Luciano Emmer 100: The Art of Gazing

Programme curated by Emiliano Morreale
Notes by Marco Giusti, Neil McGlone, Emiliano Morreale, Alexander Payne

 

Labelled alongside other directors of the Fifties as an example of ‘pink neorealism’, Luciano Emmer made a series of incredibly fresh films during that decade, helping to redefine the aesthetic characteristics of Italian cinema. After the crisis of Neorealism and before the commedia all’italiana, his cinema found an autonomous space: he was the poet of youth and the evolving classes, on the threshold of modernity.
At the end of the Thirties, and barely thirty-years-old himself, Emmer invented the art documentary with a handful of titles beginning with Racconto di un affresco (1938), about Giotto’s paintings in the Scrovegni Chapel. Before and after the war, his talent for describing painting through cinema remained unequalled. His fiction films, beginning with Domenica d’agosto (1950), went in a different direction: not from the pictorial image to the story, but from the story to the gaze, distraction, atmosphere.
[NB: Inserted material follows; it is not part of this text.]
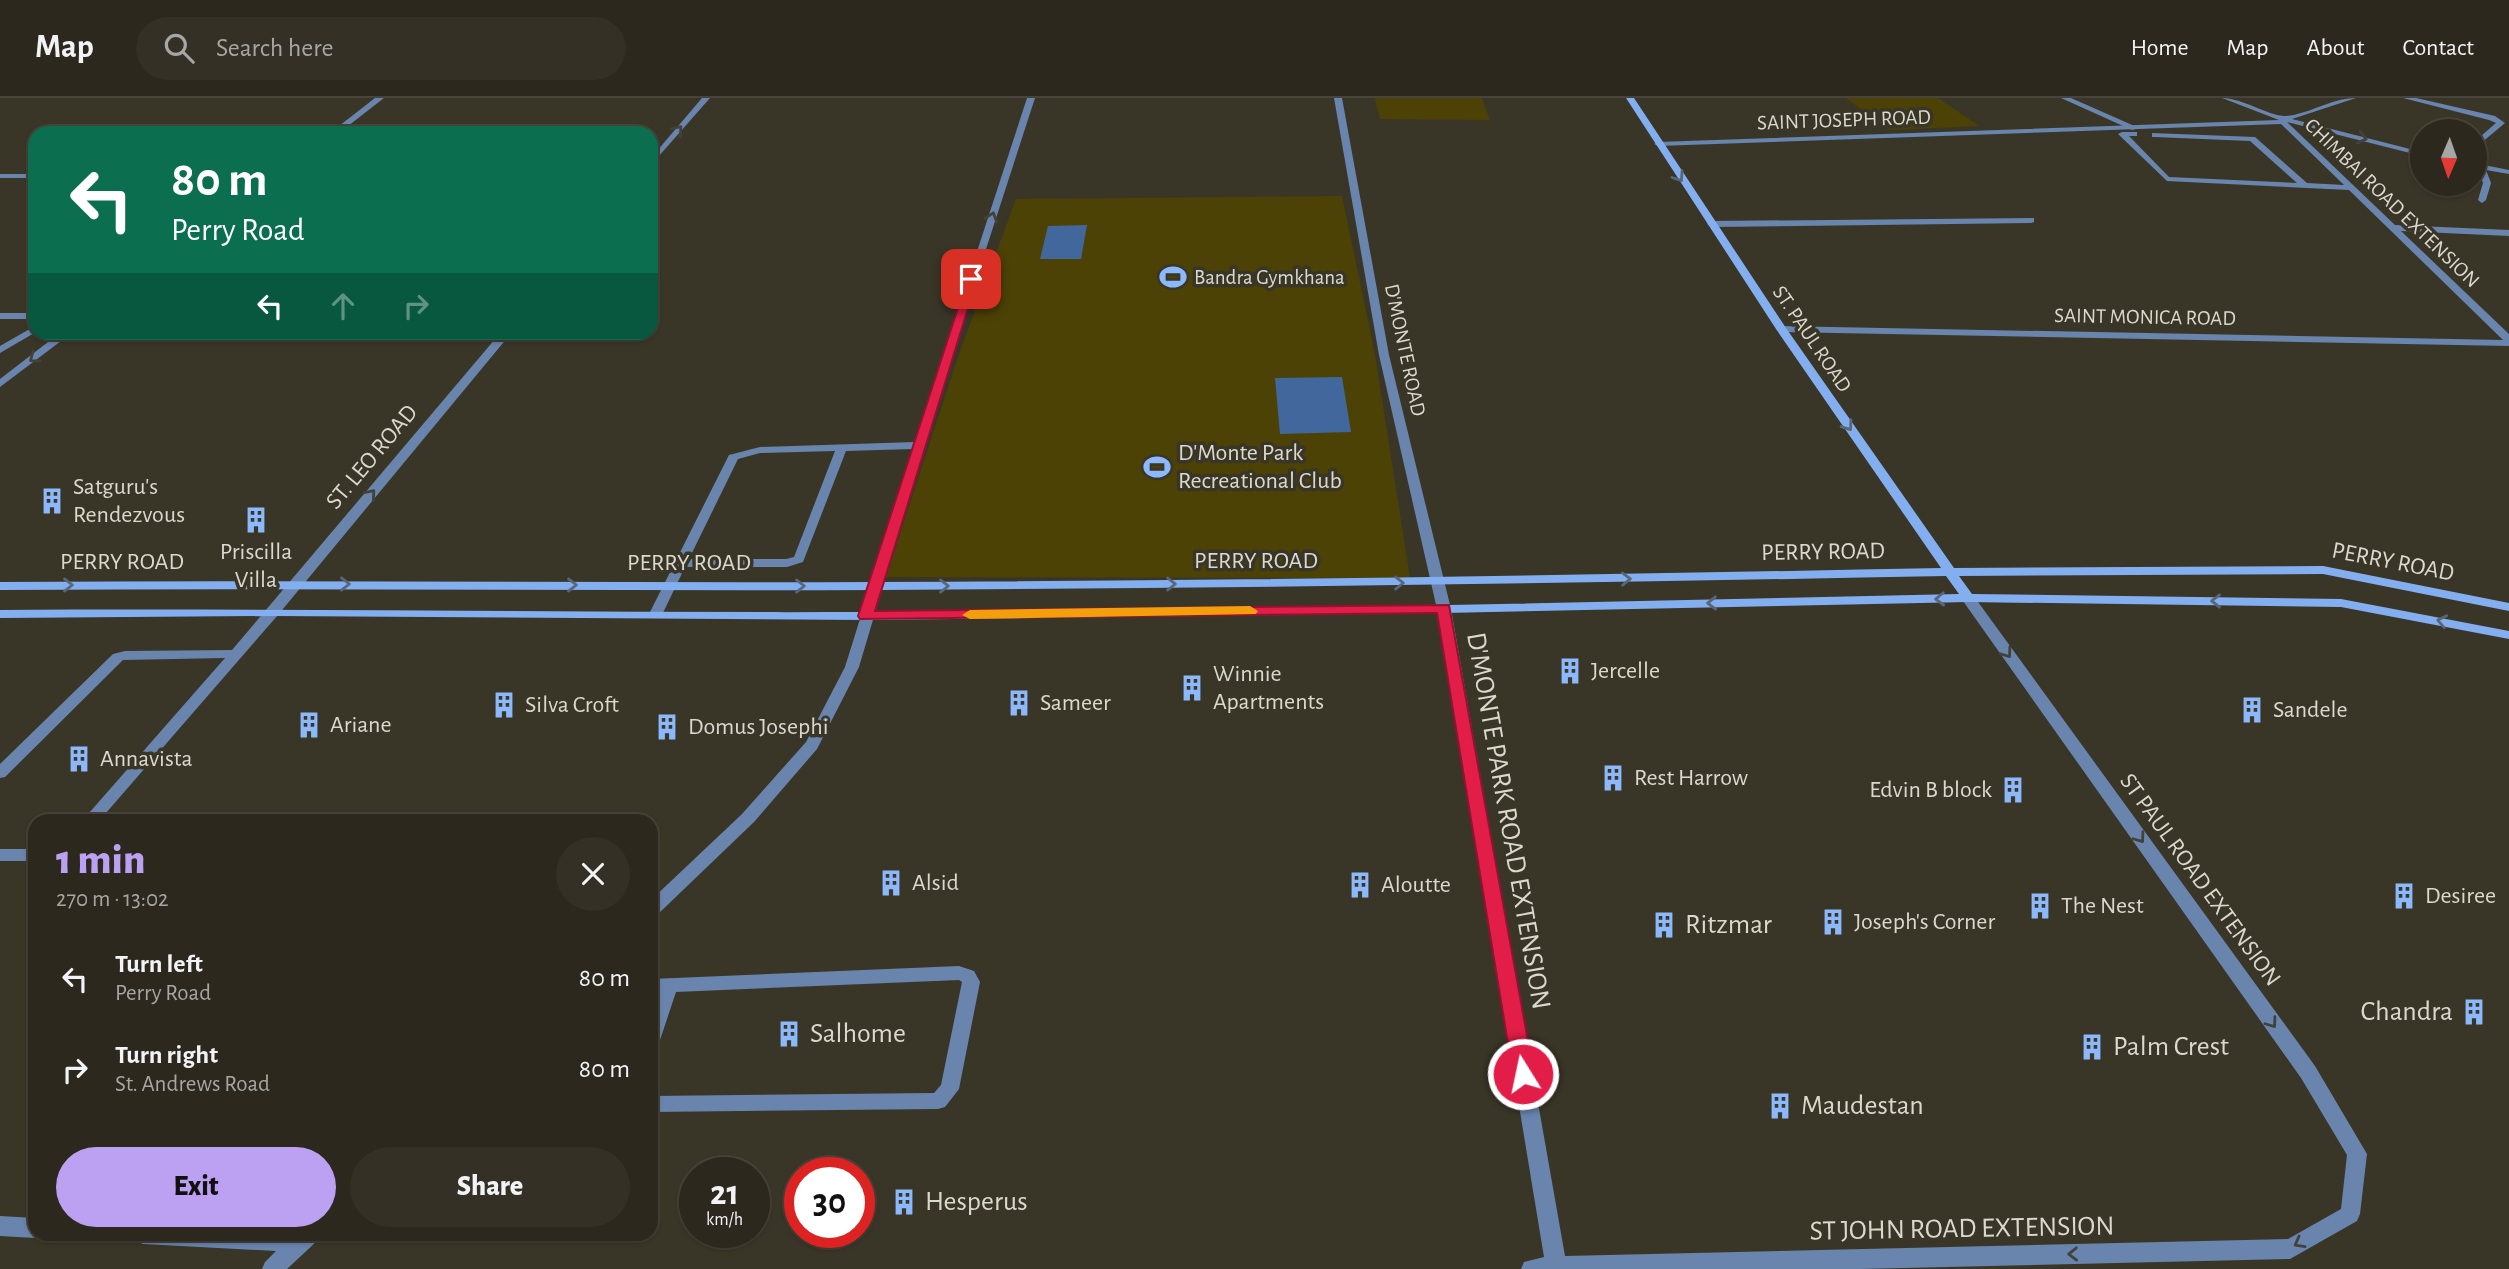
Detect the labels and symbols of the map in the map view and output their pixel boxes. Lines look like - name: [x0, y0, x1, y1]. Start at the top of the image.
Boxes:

Emmer’s cinema always captures a moment of transition: a holiday (Domenica d’agosto, Parigi è sempre Parigi, 1951; La ragazza in vetrina, 1960), the entry into adulthood (Terza liceo, 1954; Le ragazze di Piazza di Spagna, 1952) and, more generally and more tenderly photographed, Italy’s entry into the age of affluence. Today aspects of his cinema can be seen as a historical metaphor: his gaze carefully attuned to women, young people and the emerging petit-bourgeoisie; his ‘atmospheric’ sensibility; the propensity for carefully weaving his stories around a fixed period of time. The backdrop of his films of the Fifties is almost always the modern, working class areas of Rome, always bustling (Camilla, 1955, is a prime example) and suspended between city and countryside. Urban space also becomes a means of representing the passage of time.
The director gave up cinema in the early Sixties when the great cinematic modernisms, from Antonioni to Fellini, were becoming established and when the Commedia all’italiana (which Emmer hated) was poised to inherit certain elements of his cinema. A victim of censorship with La ragazza in vetrina (1961), a film which could have inaugurated a new phase in his work, the director instead dedicated himself for the next thirty years to television, and in particular the peculiar form of the carosello, shorts sponsored by businesses, which were the only form of publicity allowed on Italian TV at the time. In his own way, this was his modernity: a place for narrative experimentation, a way of keeping up with the changing country, while the world that he had immortalised during a fragile moment of transition was beginning to disappear.